HISTOIRE DE CHARLES VII

LIVRE VI. — CHARLES VII PENDANT SES DERNIÈRES ANNÉES. - 1454-1461.

 

NOTES SUPPLÉMENTAIRES.

 

 

I. — Le Procès d'Otto Castellain.

Chapitre VII.

 

Nous réunissons ici les données que les documents du temps nous fournissent sur ce procès.

Castellain et Gouffier furent d'abord emprisonnés au château de Pierre-Assise :

Pierre de Roussoy, dit le Fauconnier, IIII l. IX s. VI d., le 14 avril (1457), pour avoir les menues necessitez aux festes de Pasques à Lyon, où ils (sic) estoient detenus prisonniers pour le fait du procez de Guillaume Gouffier, escuyer, seneschal de Xaintonge, leur maistre, et Otto Castelan, lors prisonnier au chastel de Pierre Assise[1].

Maistre Pierre de Ligonnes, licentié ès loix, VIII l. X s., 17 may (1457), pour conduire de Lyon à La Palice Guillaume Gouffier[2].

Jehan de Lannoy, escuyer d'escuyerie, LXVIII l. XVI s., en juillet (1457), en recompense des travaux qu'il a eus à la garde de Guillaume Gouffier, prisonnier au chastel de Pierre Assise[3].

Le procès d'Otto Castellain s'instruisit d'abord à Toulouse, devant le Parlement de cette ville. Trois conseillers : Jean Le Baud, président au Parlement ; Mathurin Baudet et Jacques Boson, conseillers, furent désignes comme commissaires pour le fait de Otto Castellan[4]. Puis Charles VII évoqua la cause devant le grand Conseil, et Lit transférer Otto Castellain de Toulouse à Tours.

Guillaume Vigier, escuyer, seigneur de la Valette, pour ses despens à Tolose, luy buitiesme, en attendant. que les gens du Parlement luy eussent delivré Otto Castellan et Pierre Lentremont, prisonniers, qu'il a amené à Tours, XXXVII l.[5]
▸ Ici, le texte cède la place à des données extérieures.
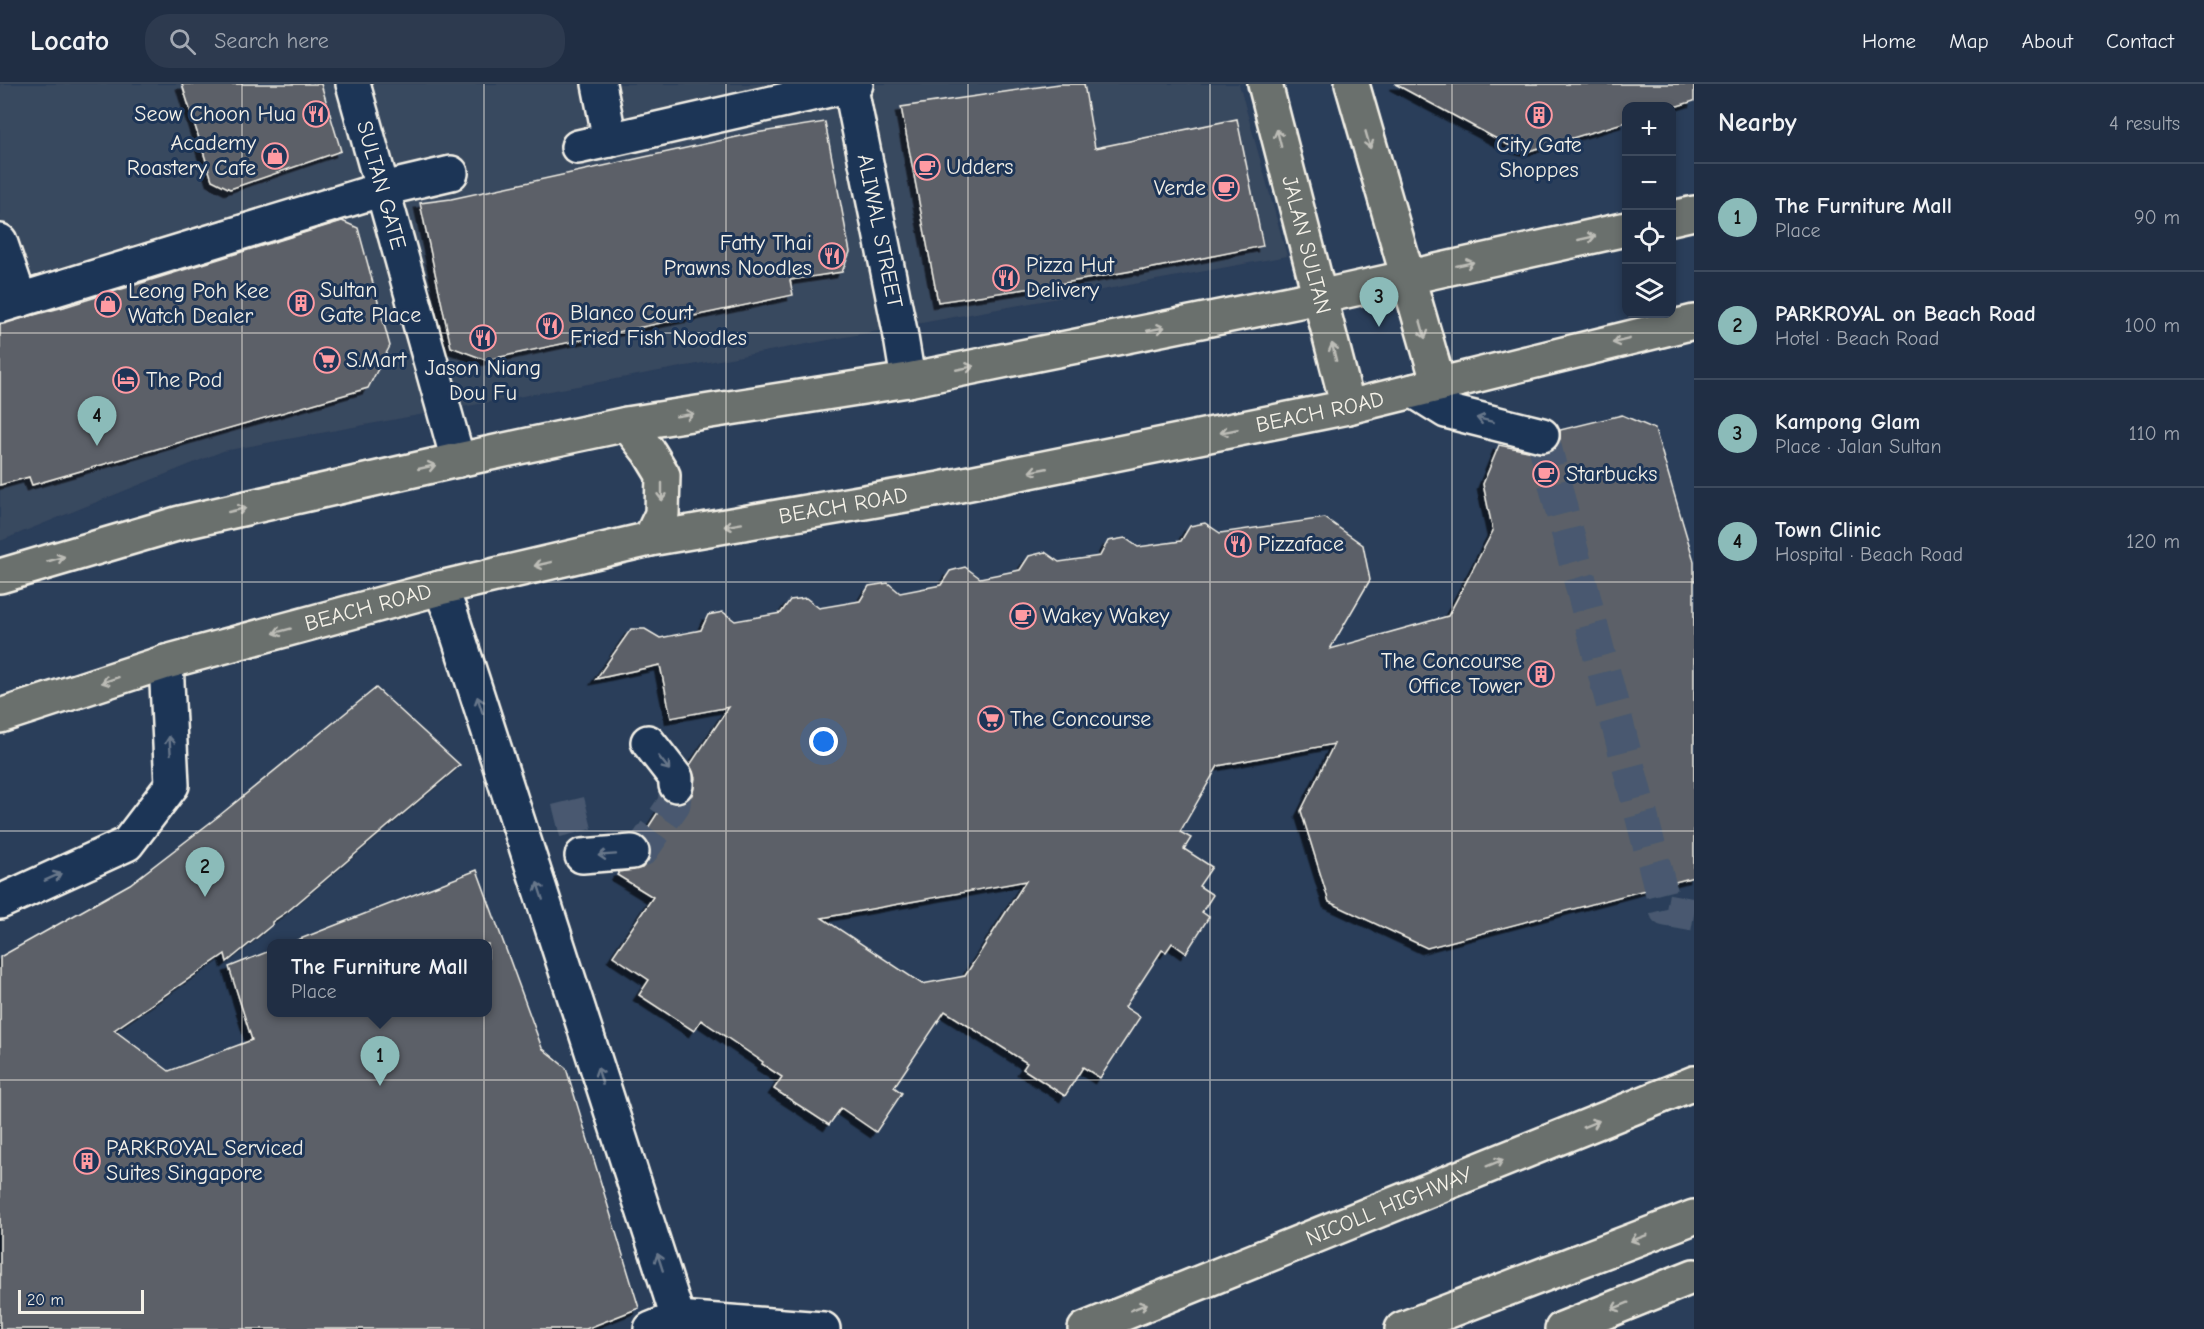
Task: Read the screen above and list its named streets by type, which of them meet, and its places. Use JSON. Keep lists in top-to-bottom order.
{
  "streets": {
    "main road": ["JALAN SULTAN", "BEACH ROAD", "NICOLL HIGHWAY"],
    "street": ["SULTAN GATE", "ALIWAL STREET"]
  },
  "crossings": [
    ["JALAN SULTAN", "BEACH ROAD"]
  ],
  "places": {
    "restaurant": [
      "Seow Choon Hua",
      "Fatty Thai Prawns Noodles",
      "Pizza Hut Delivery",
      "Blanco Court Fried Fish Noodles",
      "Jason Niang Dou Fu",
      "Pizzaface"
    ],
    "building": [
      "City Gate Shoppes",
      "Sultan Gate Place",
      "The Concourse Office Tower",
      "PARKROYAL Serviced Suites Singapore"
    ],
    "shop": ["Academy Roastery Cafe", "Leong Poh Kee Watch Dealer"],
    "cafe": [
      "Udders",
      "Verde",
      "Starbucks",
      "Wakey Wakey"
    ],
    "supermarket": ["S.Mart", "The Concourse"],
    "hotel": ["The Pod"]
  },
  "scale_bar": "20 m",
  "page": {
    "header": "Locato",
    "search": "Search here",
    "nav": [
      "Home",
      "Map",
      "About",
      "Contact"
    ],
    "heading": ["Nearby", "4 results"],
    "map_buttons": ["+", "−"],
    "list": [
      {
        "mark": "1",
        "name": "The Furniture Mall",
        "note": "Place",
        "value": "90 m"
      },
      {
        "mark": "2",
        "name": "PARKROYAL on Beach Road",
        "note": "Hotel · Beach Road",
        "value": "100 m"
      },
      {
        "mark": "3",
        "name": "Kampong Glam",
        "note": "Place · Jalan Sultan",
        "value": "110 m"
      },
      {
        "mark": "4",
        "name": "Town Clinic",
        "note": "Hospital · Beach Road",
        "value": "120 m"
      }
    ],
    "pins": [
      "3",
      "4",
      "2",
      "1"
    ],
    "popup": ["The Furniture Mall", "Place"],
    "scale": "20 m"
  }
}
Guillaume Vigier, escuyer, seigneur de la Valette, pour sa despense de huit, hommes et huit chevaux pour amener seurement de Tolose à Tours Otto Castellan, argentier du Roy, et Pierre Lantremont, prisonniers, VIIxx XVII l.[6]

Le 11 avril 1459, Charles VII écrivait au Parlement de Toulouse pour lui enjoindre de déléguer deux conseillers à Tours, afin de poursuivre le procès, de concert avec les membres du Conseil désignés à cet effet ; ces deux conseillers devaient être rendus à Tours le 1er mai[7]. Les comptes nous apprennent que, dès le 20 avril, ils étaient à leur poste. On remarquera que, dans tous ces documents, il n'est plus question de Guillaume Gouffier. Le procès s'instruit contre l'argentier du Roi, et contre Varry Castellain et Pierre Perrin, dit Lentremont, ses complices ; Gouffier a été jugé et condamné par le grand Conseil[8].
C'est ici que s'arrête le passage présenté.